Keenan 7

1.7K 234 12
                                    

"Berhenti mengucapkan maaf. Tidak ada gunanya. Berusahalah agar besok lukamu sembuh. Jika besok belum sembuh, kau akan tau apa yang akan terjadi selanjutnya." Bukan lagi Holand dan Thomas. Tapi grandpa.

Keenan diam. Kenapa aura yang dikeluarkan oleh keluarganya sangat pekat dan menakutkan.

Dan rasa takut itu benar-benar nyata. Ia tidak pernah diposisi semenakutkan ini. Dulu hidupnya tenang dan tidak banyak tuntutan.

Namun sekarang, semua orang seakan menuntut hidupnya agar tetap dalam jangkauan mereka.  Semua seolah berputar di dilingkungan yang itu-itu saja.

Sangat memuakkan. Tentu saja. Siapa yang tahan jika berada di jangkauan setiap mata di rumah megah itu.

"Perasaan idup gue ngenes amat. Mending di Indonesia dah. Bisa kabur-kaburan gue. Daripada disini, udah gak apal jalan eh malah beda bahasa." Monolog Keenan dalam hati.

Sejujurnya keadaan Keenan saat ini sedang ketakutan. Tapi pikiran jahanamnya terus berjalan. Anak itu sedang menyusun rencana bagaimana cara bisa kabur. Minimal ke warung seblak.

Emang ada seblak di Jerman? Ada Adain lahhh.

Badannya tersentak ketika Holand tiba-tiba menarik tangannya.

"Woi anjing sakit. Main tarik tarik aja. Gimana kalo copot? Mau punya adek buntung?" Refleks Keenan sedikit berteriak kepada Holand.

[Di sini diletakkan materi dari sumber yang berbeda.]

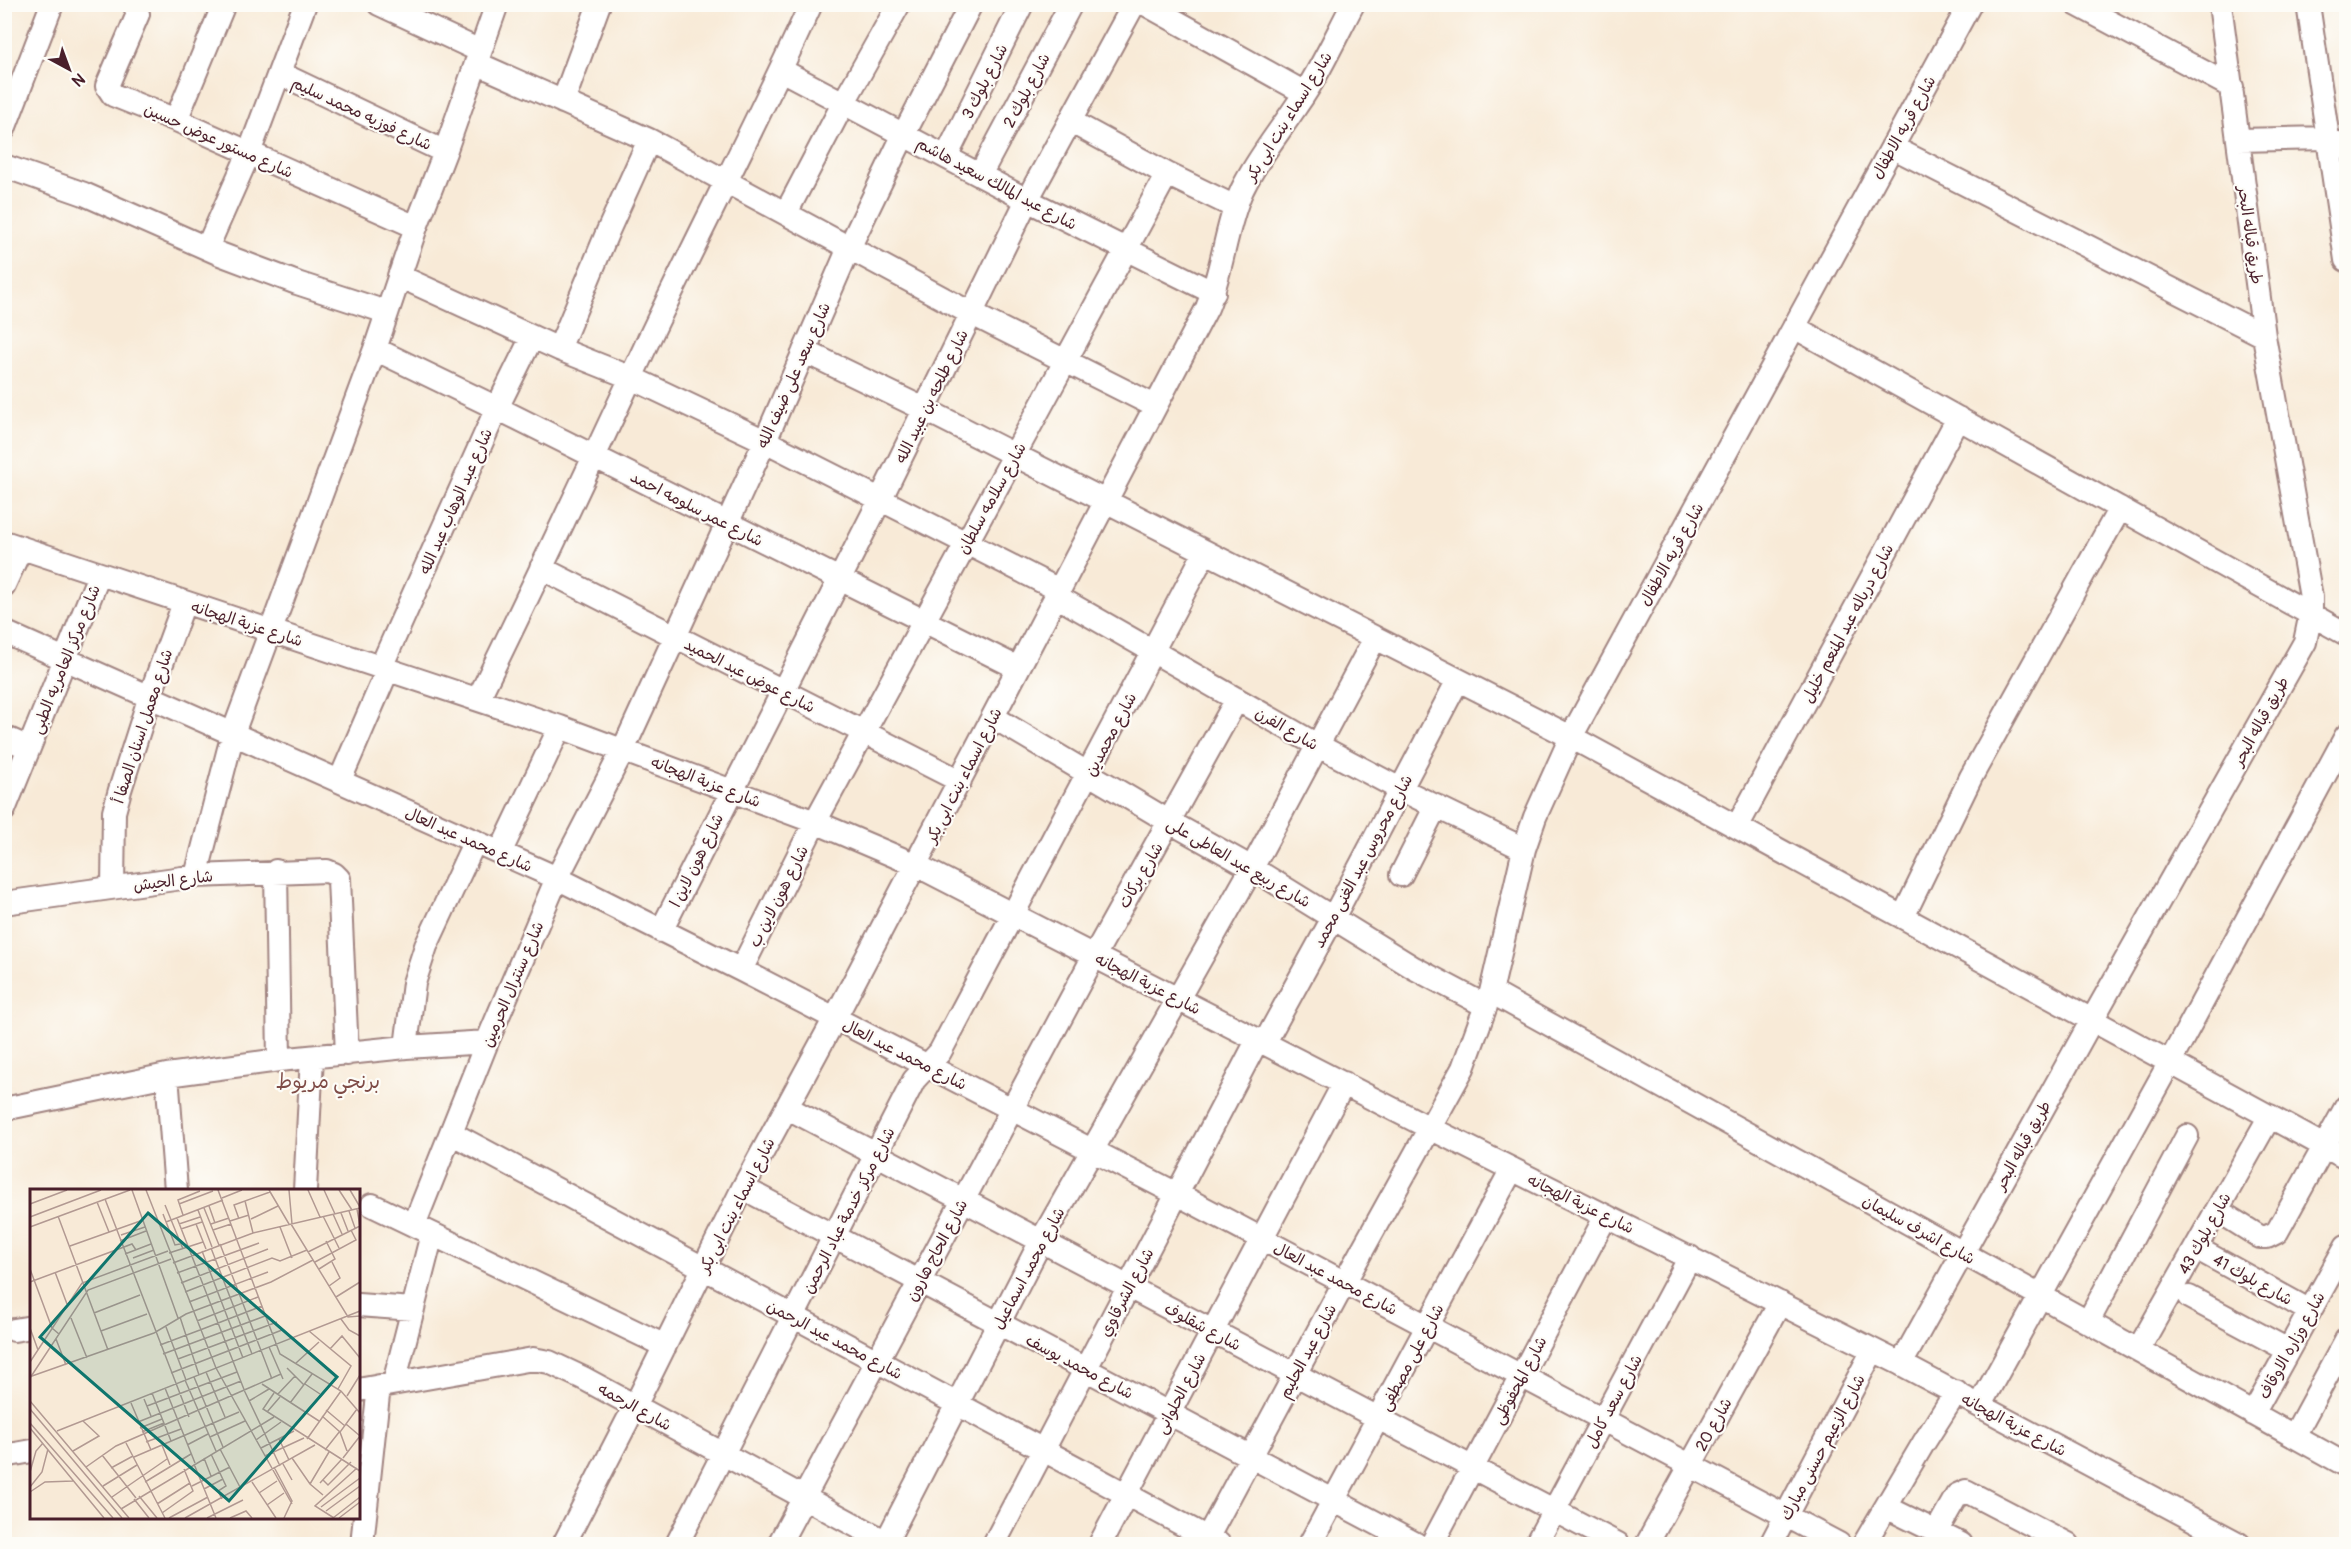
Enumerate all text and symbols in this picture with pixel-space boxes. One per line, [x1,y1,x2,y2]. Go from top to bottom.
north arrow [39,39,99,99]
street label: شارع بلوك 3 [958,41,1013,123]
street label: شارع اسماء بنت ابى بكر [1240,48,1338,187]
street label: شارع بلوك 2 [999,50,1056,132]
text: N [67,68,89,91]
street label: شارع قريه الاطفال [1867,72,1941,183]
street label: شارع فوزيه محمد سليم [288,73,435,157]
street label: شارع مستور عوض حسين [141,99,296,184]
street label: شارع عبد المالك سعيد هاشم [912,133,1080,236]
street label: طريق قباله البحر [2233,183,2267,286]
street label: شارع سعد على ضيف الله [753,299,836,452]
street label: شارع طلحه بن عبيد الله [891,326,974,467]
street label: شارع عبد الوهاب عبد الله [415,425,498,578]
street label: شارع سلامه سلطان [953,439,1032,558]
street label: شارع عمر سلومه احمد [626,467,766,552]
street label: شارع قريه الاطفال [1635,499,1709,610]
street label: شارع درباله عبد المنعم خليل [1797,541,1900,707]
street label: شارع مركز العامريه الطبى [27,582,106,737]
street label: شارع عزبة الهجانه [188,596,305,652]
street label: شارع عوض عبد الحميد [680,634,818,718]
street label: شارع معمل اسنان الصفا أ [108,646,178,806]
street label: طريق قباله البحر [2227,673,2294,771]
street label: شارع محمدين [1080,689,1142,780]
street label: شارع الفرن [1251,703,1322,756]
street label: شارع اسماء بنت ابى بكر [920,704,1008,849]
street label: شارع عزبة الهجانه [647,752,764,813]
street label: شارع محروس عبد الغنى محمد [1309,771,1418,952]
street label: شارع محمد عبد العال [401,803,535,878]
street label: شارع هون لاين ا [666,810,729,911]
street label: شارع ربيع عبد العاطى على [1163,814,1314,913]
street label: شارع بركات [1114,839,1169,912]
street label: شارع هون لاين ب [745,842,814,951]
street label: شارع الجيش [132,866,214,897]
street label: شارع سنترال الحرمين [477,919,549,1051]
street label: شارع عزبة الهجانه [1091,949,1204,1020]
street label: شارع محمد عبد العال [838,1015,970,1096]
district label: برنجي مريوط [276,1069,380,1099]
street label: طريق قباله البحر [1989,1097,2056,1195]
street label: شارع مركز خدمة عباد الرحمن [798,1124,900,1297]
street label: شارع اسماء بنت ابى بكر [693,1134,781,1279]
street label: شارع عزبة الهجانه [1523,1169,1637,1239]
inset map [30,1189,360,1519]
street label: شارع بلوك 43 [2174,1189,2236,1278]
street label: شارع اشرف سليمان [1858,1191,1978,1270]
street label: شارع الحاج هارون [902,1196,973,1305]
street label: شارع محمد اسماعيل [988,1204,1070,1333]
street label: شارع محمد عبد العال [1270,1238,1401,1321]
street label: شارع الشرقاوي [1095,1245,1159,1341]
street label: شارع بلوك 41 [2209,1250,2296,1311]
street label: شارع وزاره الاوقاف [2254,1288,2330,1403]
street label: شارع محمد عبد الرحمن [763,1296,906,1385]
street label: شارع شقلوف [1160,1298,1244,1356]
street label: شارع عبد الحليم [1275,1301,1343,1403]
street label: شارع على مصطفى [1375,1301,1449,1415]
street label: شارع محمد يوسف [1022,1330,1137,1405]
street label: شارع المحفوظى [1488,1333,1552,1428]
street label: شارع الحلوانى [1151,1350,1211,1438]
street label: شارع سعد كامل [1581,1351,1648,1452]
street label: شارع الزعيم حسنى مبارك [1776,1371,1872,1525]
street label: شارع الرحمه [594,1378,675,1436]
street label: شارع عزبة الهجانه [1957,1389,2070,1462]
street label: شارع 20 [1691,1394,1738,1455]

"Anj, keceplosan gue. Tambah diamuk si ini asli."

Muka Holand mengeras. Emosi sudah sangat menguasainya. Sangat tidak baik.

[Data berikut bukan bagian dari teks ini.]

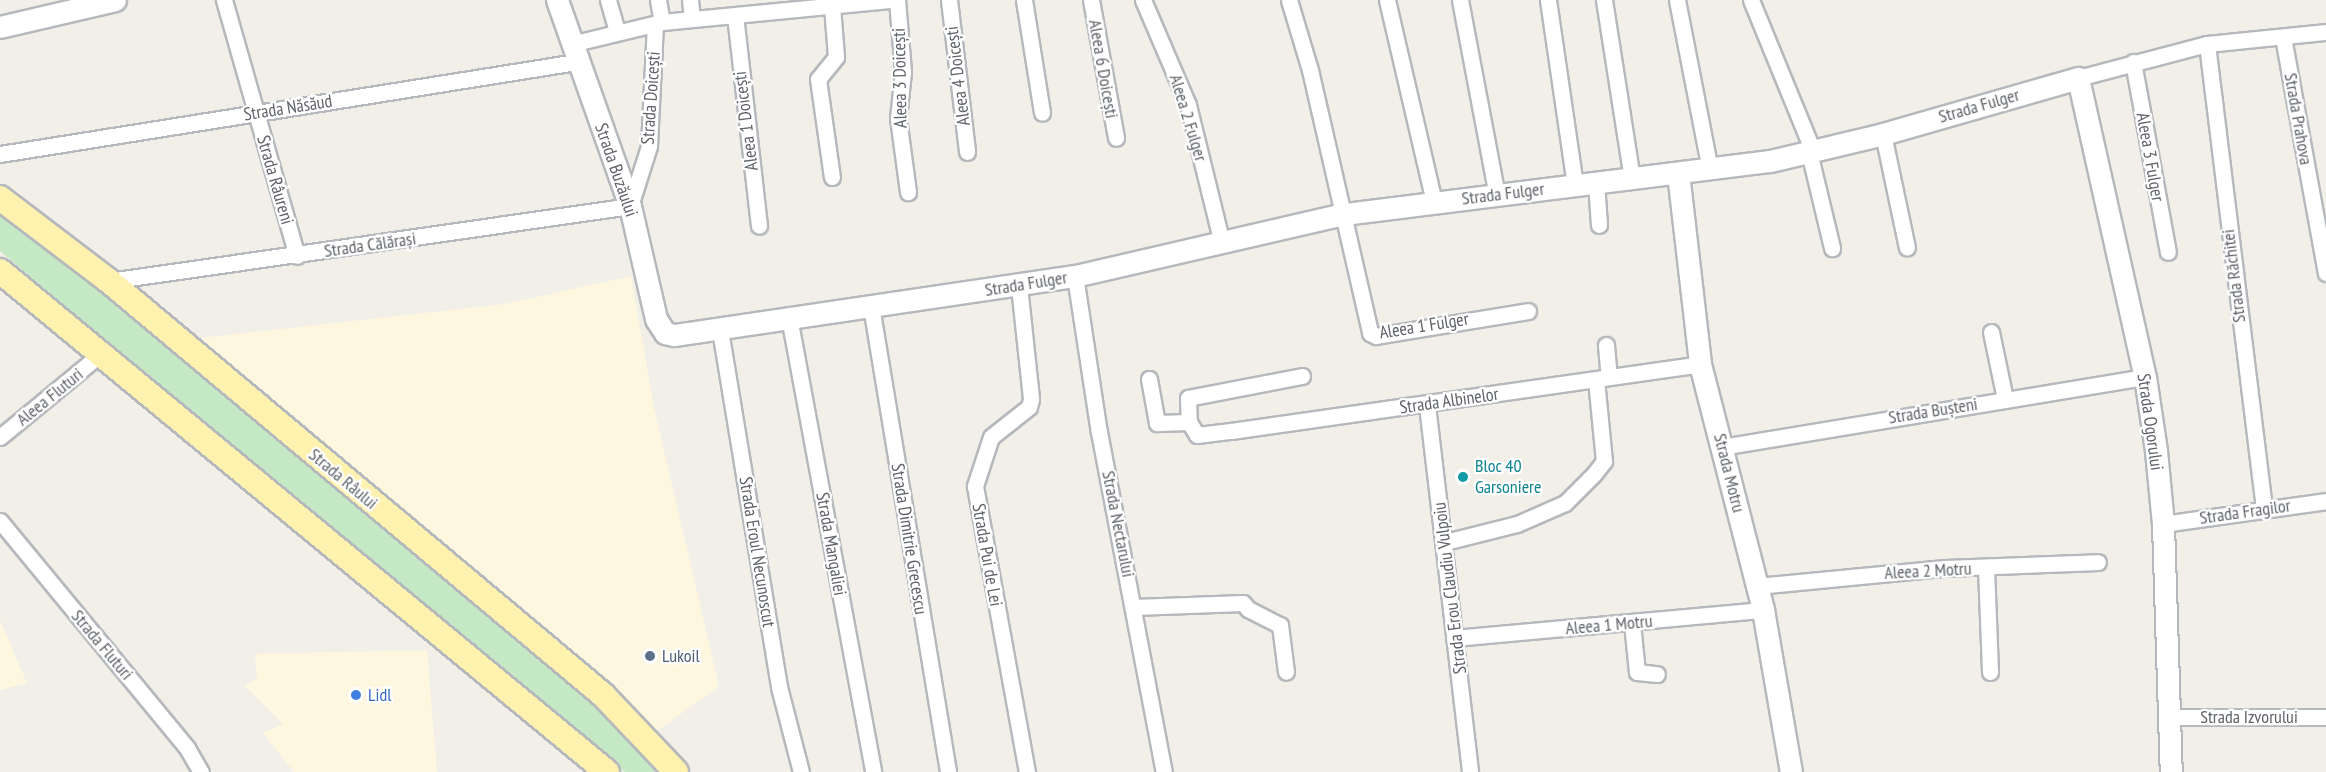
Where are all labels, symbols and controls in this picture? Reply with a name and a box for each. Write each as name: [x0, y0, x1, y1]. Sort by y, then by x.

"Kak, serius tangan Keenan sakit. Rasanya mau putus." Keenan mencoba untuk menarik simpati Holand dengan wajah sedihnya.

Sepertinya sedikit berhasil, Holand melonggarkan sedikit genggamannya. Hal itu di gunakan Keenan untuk berlari ke arah kamarnya dan melewati Jerry yang terkejut.

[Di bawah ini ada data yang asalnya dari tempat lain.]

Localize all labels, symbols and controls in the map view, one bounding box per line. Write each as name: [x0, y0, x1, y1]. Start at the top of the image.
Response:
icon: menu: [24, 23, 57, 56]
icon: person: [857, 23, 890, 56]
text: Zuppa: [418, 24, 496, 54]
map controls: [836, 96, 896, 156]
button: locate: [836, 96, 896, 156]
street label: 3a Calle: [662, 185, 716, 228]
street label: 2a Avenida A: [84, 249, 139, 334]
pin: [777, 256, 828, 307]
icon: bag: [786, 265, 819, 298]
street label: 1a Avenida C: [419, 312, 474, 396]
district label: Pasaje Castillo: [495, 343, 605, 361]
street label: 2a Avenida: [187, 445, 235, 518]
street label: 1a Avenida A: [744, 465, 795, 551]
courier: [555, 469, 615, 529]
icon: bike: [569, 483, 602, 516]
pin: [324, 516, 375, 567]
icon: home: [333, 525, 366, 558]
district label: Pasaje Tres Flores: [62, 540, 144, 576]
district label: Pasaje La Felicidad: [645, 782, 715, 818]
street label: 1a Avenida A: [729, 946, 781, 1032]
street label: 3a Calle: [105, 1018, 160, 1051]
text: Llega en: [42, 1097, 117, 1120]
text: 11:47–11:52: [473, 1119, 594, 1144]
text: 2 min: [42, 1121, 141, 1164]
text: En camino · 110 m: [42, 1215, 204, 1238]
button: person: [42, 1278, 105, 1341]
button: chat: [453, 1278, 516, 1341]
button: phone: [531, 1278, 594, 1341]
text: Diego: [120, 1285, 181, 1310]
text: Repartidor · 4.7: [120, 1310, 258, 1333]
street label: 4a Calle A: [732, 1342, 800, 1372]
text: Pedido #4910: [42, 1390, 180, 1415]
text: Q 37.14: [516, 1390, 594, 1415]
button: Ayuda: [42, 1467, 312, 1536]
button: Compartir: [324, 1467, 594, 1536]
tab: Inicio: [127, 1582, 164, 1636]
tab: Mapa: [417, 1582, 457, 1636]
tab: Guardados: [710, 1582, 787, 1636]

Ketiga orang dewasa itu menatap Keenan dengan tatapan buas. Ketiga generasi Herper itu sudah sangat murka.

Holand ikut menyusul Keenan dengan langkah lebar namun santai. Saat Holand sudah menjauh, Kinan menangis dengan histeris.

"Dad, tolong... Itu bukan lagi Holand. Aku tidak mau anakku terbunuh. Keenan terluka kecil itu wajar. Aku mohon, anakku akan kesakitan." Isak tangis Kinan menggema di penjuru ruangan, bahkan ibu dari empat anak itu sudah berlutut. Berharap sang ayah mertua dan suami mau berkompromi.

"Tolong..." Tatapan nanar Kinan mampu meruntuhkan kemarahan Thomas.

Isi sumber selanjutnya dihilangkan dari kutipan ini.